Association de la guerre électronique de l’armée de terre
La parole est aux militaires
2 août 2013.
Après le temps du politique, la parole et l’action sont entre les mains des militaires. Chacun des états-majors a travaillé sur la planification de l’engagement de ses forces.
La planification des opérations
Côté allemand, il s’agit du plan Schlieffen qui prévoit un large débordement par la Belgique tout en faisant face aux troupes françaises sur la frontière afin de contourner celles-ci par le nord-ouest mais aussi l’ouest et le sud de Paris et prendre l’armée française à revers.
Côté français, il s’agit du plan XVII qui prévoit les troupes massivement concentrées sur la frontière face à l’Allemagne avec pour objectif une offensive décisive permettant notamment de reconquérir l’Alsace-Moselle tout en se couvrant face au nord.
A la tête des armées allemandes, Von MOLTKE ; pour conduire la destinée des armées françaises, le général JOFFRE.
L’attaque allemande par la Belgique surprendra quelque peu les Français, même si cette option avait été envisagée grâce au service de renseignement (SR). En effet, dès 1904, un officier allemand, qui voulait se venger (d’où son pseudonyme « le Vengeur » donné par le SR français) de certaines injustices dont il aurait été victime, était venu spontanément vendre à l’état-major français un document relatant les grandes lignes du plan Schlieffen. De même l’Etat-Major de l’Armée (EMA) disposait d’un rapport daté de 1908 élaboré par le colonel LUDENDORF (alors chef du bureau mobilisation du Grand Etat-Major allemand) relatif aux opérations d’ensemble du plan Schlieffen et au programme arme par arme pour le conduire à bien. Enfin à la veille de la guerre, l’EMA avait entre les mains le plan de concentration de l’armée allemande face à l’ouest révélant notamment l’intention de marcher sur Paris par le plus court chemin : la Belgique et l’axe de l’Oise.
Malheureusement, la prise en compte de ces renseignements par les officiers d’état-major fut beaucoup trop timorée ; ce qui fit dire au général DUPONT ancien chef du 2ème bureau du Grand Quartier Général : « si les résultats obtenus par notre Service de Renseignements furent parfois vains, c’est parce qu’ils ne trouvaient aucun crédit auprès de certains officiers imbus d’idées a priori et enclins à raisonner sur une Allemagne imaginaire, création de leur esprit trop logique ».

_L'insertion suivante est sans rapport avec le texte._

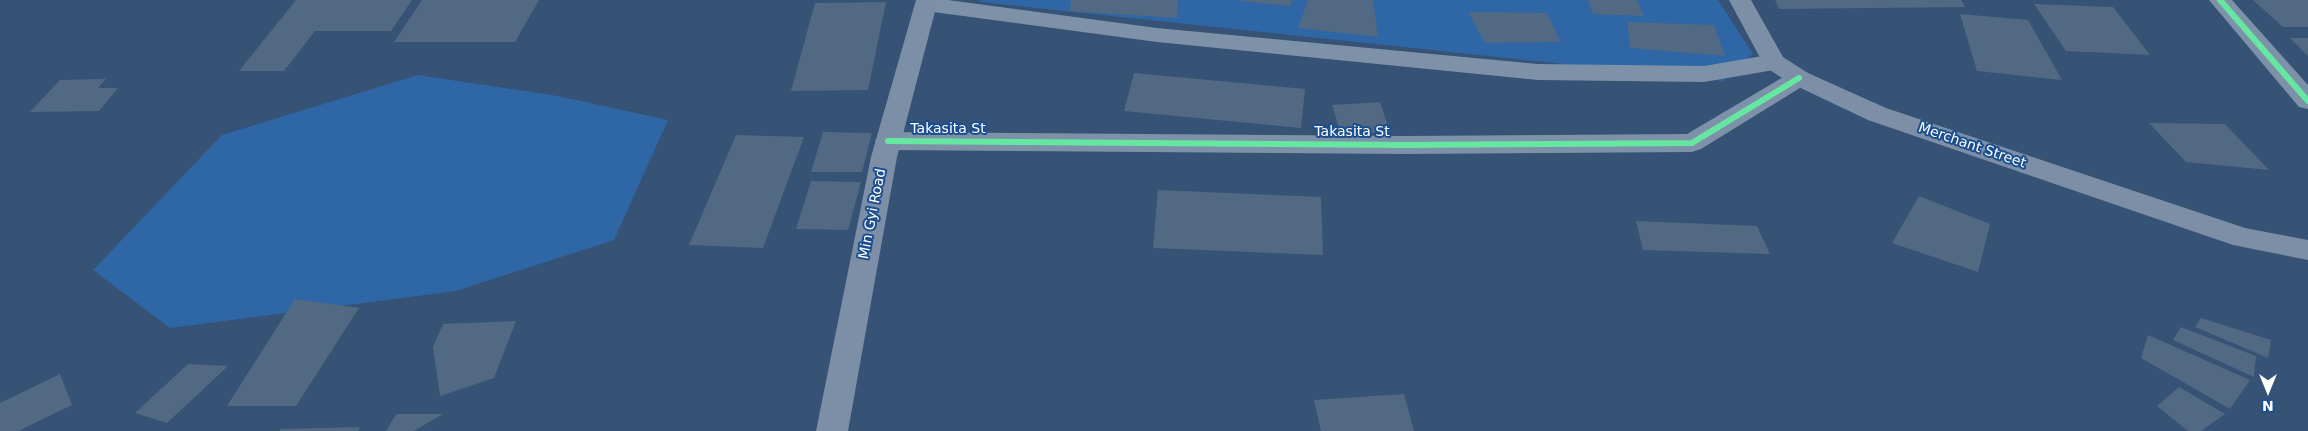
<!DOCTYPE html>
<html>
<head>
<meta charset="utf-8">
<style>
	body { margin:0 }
	#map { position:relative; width:2308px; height:431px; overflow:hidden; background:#365274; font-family:"DejaVu Sans",sans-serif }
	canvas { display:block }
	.north { position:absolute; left:2243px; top:366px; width:50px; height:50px; -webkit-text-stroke:4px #1b4f8f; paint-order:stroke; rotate:180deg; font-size:14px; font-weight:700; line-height:20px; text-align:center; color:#fff }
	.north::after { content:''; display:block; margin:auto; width:18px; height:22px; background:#fff; clip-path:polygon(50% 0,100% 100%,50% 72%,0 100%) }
</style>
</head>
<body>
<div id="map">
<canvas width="2308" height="431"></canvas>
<div class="north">N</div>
</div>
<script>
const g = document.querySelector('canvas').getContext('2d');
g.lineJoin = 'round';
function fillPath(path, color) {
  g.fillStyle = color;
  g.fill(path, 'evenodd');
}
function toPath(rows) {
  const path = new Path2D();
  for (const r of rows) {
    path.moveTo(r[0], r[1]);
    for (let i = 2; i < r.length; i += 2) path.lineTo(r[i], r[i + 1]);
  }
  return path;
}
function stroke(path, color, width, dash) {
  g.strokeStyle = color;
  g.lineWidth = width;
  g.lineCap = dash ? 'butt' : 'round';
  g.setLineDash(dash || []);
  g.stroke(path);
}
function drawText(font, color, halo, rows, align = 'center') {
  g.font = font + ' "DejaVu Sans",sans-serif';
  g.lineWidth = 4;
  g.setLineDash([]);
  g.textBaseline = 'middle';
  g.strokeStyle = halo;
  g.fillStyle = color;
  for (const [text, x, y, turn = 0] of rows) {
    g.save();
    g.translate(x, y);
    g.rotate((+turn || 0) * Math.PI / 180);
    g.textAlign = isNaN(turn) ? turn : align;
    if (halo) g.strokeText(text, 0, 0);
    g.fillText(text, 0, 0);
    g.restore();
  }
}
const green = toPath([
	[980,0,1718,0,1753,54,1723,81,980,2],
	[418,75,558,96,668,120,614,240,456,291,170,328,93,270,222,135]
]);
const building = toPath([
	[296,0,412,0,391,31,315,31,284,71,239,71],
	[422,0,539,0,515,42,394,42],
	[1071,0,1178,0,1177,18,1070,11],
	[1241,0,1291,0,1291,6,1241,1],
	[1308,0,1373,0,1378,37,1298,28],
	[1588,0,1637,0,1644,16,1593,14],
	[1775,0,1961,0,1965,7,1779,9],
	[2253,0,2308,0,2308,27,2283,27],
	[886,2,868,90,791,91,815,3],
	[2034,4,2113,7,2150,55,2066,51],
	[1468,12,1547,13,1561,42,1485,43],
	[1960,14,2028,20,2062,80,1977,71],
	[1627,22,1714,25,1725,56,1630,48],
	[2290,38,2308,38,2308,56],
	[1134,73,1305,89,1301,128,1124,111],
	[106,79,98,88,118,88,99,111,30,112,60,80],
	[1380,102,1390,132,1341,135,1332,105],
	[2149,123,2225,124,2269,170,2186,162],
	[823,132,872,133,862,172,811,172],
	[736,135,804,137,763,248,689,245],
	[811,181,861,182,848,230,796,229],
	[1158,190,1321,197,1323,255,1153,248],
	[1919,196,1990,224,1978,272,1892,243],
	[1636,221,1757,226,1770,254,1643,250],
	[295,299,359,308,296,406,227,406],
	[2201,318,2271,340,2268,358,2195,327],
	[516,321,494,378,440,396,433,347,443,324],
	[2181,327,2256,356,2254,377,2173,340],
	[2148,335,2250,380,2230,409,2141,358],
	[188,364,228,366,167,423,135,413],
	[60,374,72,405,18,431,0,431,0,403],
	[2179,387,2225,414,2201,431,2188,431,2157,406],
	[1404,394,1414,431,1321,431,1314,400],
	[396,414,443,414,414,431,386,431],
	[360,427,358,431,280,431,280,429]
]);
const minor = toPath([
	[917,0,948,0,1157,28,1538,64,1704,66,1774,54,1783,57,1786,62,1783,67,1774,70,1704,82,1538,80,1157,42,926,11,918,9,915,4,917,0],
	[2209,0,2232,0,2308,85,2308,109,2299,107,2209,0],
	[1799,70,1808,73,1811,78,1808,83,1701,149,1692,152,1405,154,888,150,879,147,875,141,879,135,888,132,1405,136,1687,134,1790,73,1799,70]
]);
const major = toPath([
	[916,0,938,0,897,157,848,431,816,431,871,157,916,0],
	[1729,0,1751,0,1783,57,1808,73,1886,108,2245,228,2308,240,2308,260,2233,245,1868,120,1790,83,1765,67,1729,0]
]);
const cycleway = toPath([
	[2220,0,2308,101],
	[888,141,1405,145,1692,143,1799,78]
]);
const streetNames = [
	["Takasita St",948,129],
	["Takasita St",1352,132],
	["Merchant Street",1972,146,19],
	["Min Gyi Road",873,214,-79]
];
fillPath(green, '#2f66a5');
fillPath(building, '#526984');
fillPath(minor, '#7d92a8');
fillPath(major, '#7d8ea7');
stroke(cycleway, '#66e7a1', 6);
drawText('14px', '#fff', '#1b4f8f', streetNames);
</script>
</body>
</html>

L’évolution des technologies
Mais ce début du XXème siècle est aussi celui de l’explosion de nouvelles technologies et notamment de la télégraphie sans fil ou TSF. Les initiatives foisonnent dans tous les grands pays. En France, le capitaine FERRIE, polytechnicien de l’arme du Génie, initie le développement de la radio à des fins militaires.
Il s’appuiera en particulier sur la tour Eiffel comme émetteur principal pour réaliser un réseau de stations de grande puissance (Paris, Lyon et Bordeaux) en liaison avec les stations des places fortes du nord et de l’est (Maubeuge, Verdun, Toul, Epinal et Belfort).
Il développe également la mise en place de stations TSF au sein des armées. Parallèlement aux moyens radioélectriques, un réseau téléphonique innerve la zone des opérations depuis Paris. Ces capacités s’avèreront déterminantes pour la conduite des opérations.
En Allemagne, des évolutions similaires ont également lieu. Pour assurer leurs communications, les armées allemandes sont relativement bien dotées en stations TSF. C’est notamment le cas des I°, II° et III° armées chargées du mouvement enveloppant, car le grand état-major anticipe la destruction des réseaux téléphoniques belges et français au fur et à mesure de la progression de ses armées.
Dès le début des opérations le 3 août à travers la Belgique, les Allemands ont recours à leurs moyens TSF. Les premières écoutes des radiocommunications allemandes depuis la tour Eiffel seront réalisées le 20 août.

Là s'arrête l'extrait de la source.